Executive President of Codelco
- In office 4 February 1988 – 30 December 1988
- Preceded by: Rolando Ramos Muñoz
- Succeeded by: Patricio Contesse

Personal details
- Born: 1 May 1935 Curepto, Chile
- Spouse(s): Patricia Mutis; Carmen Gloria Bello
- Children: 8
- Alma mater: Bernardo O'Higgins Military School
- Profession: Military officer, Engineer, Academic, Consultant

Military service
- Branch/service: Chilean Army
- Rank: Brigadier General

= Fernando Hormazábal =

Chilean military office

Fernando Alberto Hormazábal Gajardo (born 1 May 1935) is a Chilean military officer, engineer, academic and consultant. He served as a state minister during the military government of General Augusto Pinochet.

== Biography ==
Hormazábal was born in Curepto in 1935, the son of Luis Hormazábal and Rudencia Gajardo. He trained at the Bernardo O'Higgins Military School, where he specialized in armored cavalry. He completed engineering studies and pursued postgraduate training in nuclear physics and defense economics.
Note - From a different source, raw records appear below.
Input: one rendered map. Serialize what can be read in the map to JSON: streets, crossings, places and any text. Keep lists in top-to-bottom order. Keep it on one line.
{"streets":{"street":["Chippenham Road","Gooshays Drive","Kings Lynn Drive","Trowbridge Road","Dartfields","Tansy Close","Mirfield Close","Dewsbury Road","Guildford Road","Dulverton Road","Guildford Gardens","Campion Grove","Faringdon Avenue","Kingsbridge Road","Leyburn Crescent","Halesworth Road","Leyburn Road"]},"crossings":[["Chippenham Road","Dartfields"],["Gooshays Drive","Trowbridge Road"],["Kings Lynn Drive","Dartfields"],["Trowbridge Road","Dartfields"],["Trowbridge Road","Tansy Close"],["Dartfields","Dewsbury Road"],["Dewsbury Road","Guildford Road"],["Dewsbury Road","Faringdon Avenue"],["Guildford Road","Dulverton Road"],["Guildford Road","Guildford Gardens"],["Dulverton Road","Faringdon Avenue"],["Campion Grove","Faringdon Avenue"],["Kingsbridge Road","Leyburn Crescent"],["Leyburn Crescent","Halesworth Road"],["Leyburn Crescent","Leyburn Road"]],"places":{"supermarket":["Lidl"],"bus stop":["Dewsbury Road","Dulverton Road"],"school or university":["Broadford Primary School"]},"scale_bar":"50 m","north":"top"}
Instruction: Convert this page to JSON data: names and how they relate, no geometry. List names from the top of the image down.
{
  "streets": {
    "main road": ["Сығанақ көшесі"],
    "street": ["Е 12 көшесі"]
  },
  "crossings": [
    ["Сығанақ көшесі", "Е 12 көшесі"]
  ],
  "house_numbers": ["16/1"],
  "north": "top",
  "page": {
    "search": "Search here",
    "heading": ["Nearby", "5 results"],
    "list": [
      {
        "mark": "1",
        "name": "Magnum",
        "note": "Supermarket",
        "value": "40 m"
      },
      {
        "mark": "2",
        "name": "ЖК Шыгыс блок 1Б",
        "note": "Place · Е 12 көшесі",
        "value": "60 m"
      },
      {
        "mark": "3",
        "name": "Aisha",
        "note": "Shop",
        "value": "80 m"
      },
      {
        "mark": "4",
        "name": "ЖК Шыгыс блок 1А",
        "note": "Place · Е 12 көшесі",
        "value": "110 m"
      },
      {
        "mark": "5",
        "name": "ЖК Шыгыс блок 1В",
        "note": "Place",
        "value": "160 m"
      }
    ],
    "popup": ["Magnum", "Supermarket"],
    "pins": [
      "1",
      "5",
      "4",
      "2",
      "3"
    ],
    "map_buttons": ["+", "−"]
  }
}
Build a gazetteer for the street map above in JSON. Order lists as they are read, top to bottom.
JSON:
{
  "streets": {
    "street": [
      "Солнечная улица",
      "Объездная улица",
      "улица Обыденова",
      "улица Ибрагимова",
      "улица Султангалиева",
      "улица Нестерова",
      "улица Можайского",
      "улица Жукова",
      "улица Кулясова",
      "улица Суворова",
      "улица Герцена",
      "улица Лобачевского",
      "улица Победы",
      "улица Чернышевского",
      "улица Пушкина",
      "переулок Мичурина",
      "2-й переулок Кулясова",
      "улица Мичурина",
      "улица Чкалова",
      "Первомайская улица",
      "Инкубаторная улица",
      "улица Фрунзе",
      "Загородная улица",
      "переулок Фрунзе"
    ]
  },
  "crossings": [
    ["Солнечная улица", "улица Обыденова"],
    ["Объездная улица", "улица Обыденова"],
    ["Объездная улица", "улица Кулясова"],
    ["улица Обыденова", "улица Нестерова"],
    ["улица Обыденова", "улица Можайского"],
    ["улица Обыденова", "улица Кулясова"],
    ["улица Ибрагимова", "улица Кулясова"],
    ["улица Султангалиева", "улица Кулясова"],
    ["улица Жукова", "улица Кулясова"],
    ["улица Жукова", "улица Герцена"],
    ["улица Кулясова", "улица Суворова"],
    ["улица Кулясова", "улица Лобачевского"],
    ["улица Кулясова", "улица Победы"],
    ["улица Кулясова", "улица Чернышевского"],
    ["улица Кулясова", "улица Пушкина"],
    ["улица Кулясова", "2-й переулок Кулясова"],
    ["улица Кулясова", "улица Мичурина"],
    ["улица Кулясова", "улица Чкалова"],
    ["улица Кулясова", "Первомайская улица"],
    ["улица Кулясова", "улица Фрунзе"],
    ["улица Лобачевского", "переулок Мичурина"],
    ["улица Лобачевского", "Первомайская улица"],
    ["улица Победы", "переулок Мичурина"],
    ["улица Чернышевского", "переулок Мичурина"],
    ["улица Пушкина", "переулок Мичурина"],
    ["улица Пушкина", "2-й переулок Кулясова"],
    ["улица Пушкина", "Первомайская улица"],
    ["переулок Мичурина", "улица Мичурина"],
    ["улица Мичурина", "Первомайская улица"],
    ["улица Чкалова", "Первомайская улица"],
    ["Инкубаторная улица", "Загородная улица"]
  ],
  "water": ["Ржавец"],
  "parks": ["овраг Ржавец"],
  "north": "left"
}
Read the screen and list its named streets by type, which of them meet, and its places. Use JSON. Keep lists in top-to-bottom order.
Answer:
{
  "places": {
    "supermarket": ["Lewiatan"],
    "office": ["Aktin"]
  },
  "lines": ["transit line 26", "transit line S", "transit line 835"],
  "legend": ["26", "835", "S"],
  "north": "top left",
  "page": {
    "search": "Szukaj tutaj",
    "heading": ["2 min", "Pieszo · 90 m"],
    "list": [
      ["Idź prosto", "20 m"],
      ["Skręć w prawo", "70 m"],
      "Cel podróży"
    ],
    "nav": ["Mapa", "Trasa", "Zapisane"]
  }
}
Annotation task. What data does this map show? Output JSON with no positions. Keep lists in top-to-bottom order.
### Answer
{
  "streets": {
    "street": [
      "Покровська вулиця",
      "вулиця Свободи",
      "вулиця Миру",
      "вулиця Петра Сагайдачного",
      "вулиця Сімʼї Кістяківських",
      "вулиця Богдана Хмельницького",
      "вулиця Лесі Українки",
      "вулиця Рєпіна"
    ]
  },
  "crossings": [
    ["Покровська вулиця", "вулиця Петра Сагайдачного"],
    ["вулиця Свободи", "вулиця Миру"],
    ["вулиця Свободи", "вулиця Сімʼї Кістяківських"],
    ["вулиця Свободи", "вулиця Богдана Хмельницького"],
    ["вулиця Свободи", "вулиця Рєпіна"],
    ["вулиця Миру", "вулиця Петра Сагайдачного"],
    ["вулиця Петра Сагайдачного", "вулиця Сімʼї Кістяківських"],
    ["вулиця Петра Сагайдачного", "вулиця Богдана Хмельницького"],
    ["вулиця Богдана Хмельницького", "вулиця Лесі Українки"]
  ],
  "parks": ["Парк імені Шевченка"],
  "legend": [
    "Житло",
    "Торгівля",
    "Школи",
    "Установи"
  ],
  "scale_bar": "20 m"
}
He taught university-level courses in structural mechanics and held the rank of professor.

In 1978 he served as military attaché at the Embassy of Chile in Washington, D.C. He later held advisory responsibilities at the Ministry of Public Works and subsequently became Undersecretary of Public Works between 1981 and 1984.

Hormazábal retired from active military service in 1988 with the rank of brigadier general.

He married Patricia Mutis, with whom he had five children, and later married Carmen Gloria Bello, with whom he had three children.

== Public career ==
From 1983 to 1988 Hormazábal served as Executive Vice President of the Production Development Corporation (CORFO), overseeing policies and administrative processes within the institution.

In 1988 he became president of AFP Cuprum, and later that year was appointed Executive President of Codelco, serving until December 1988.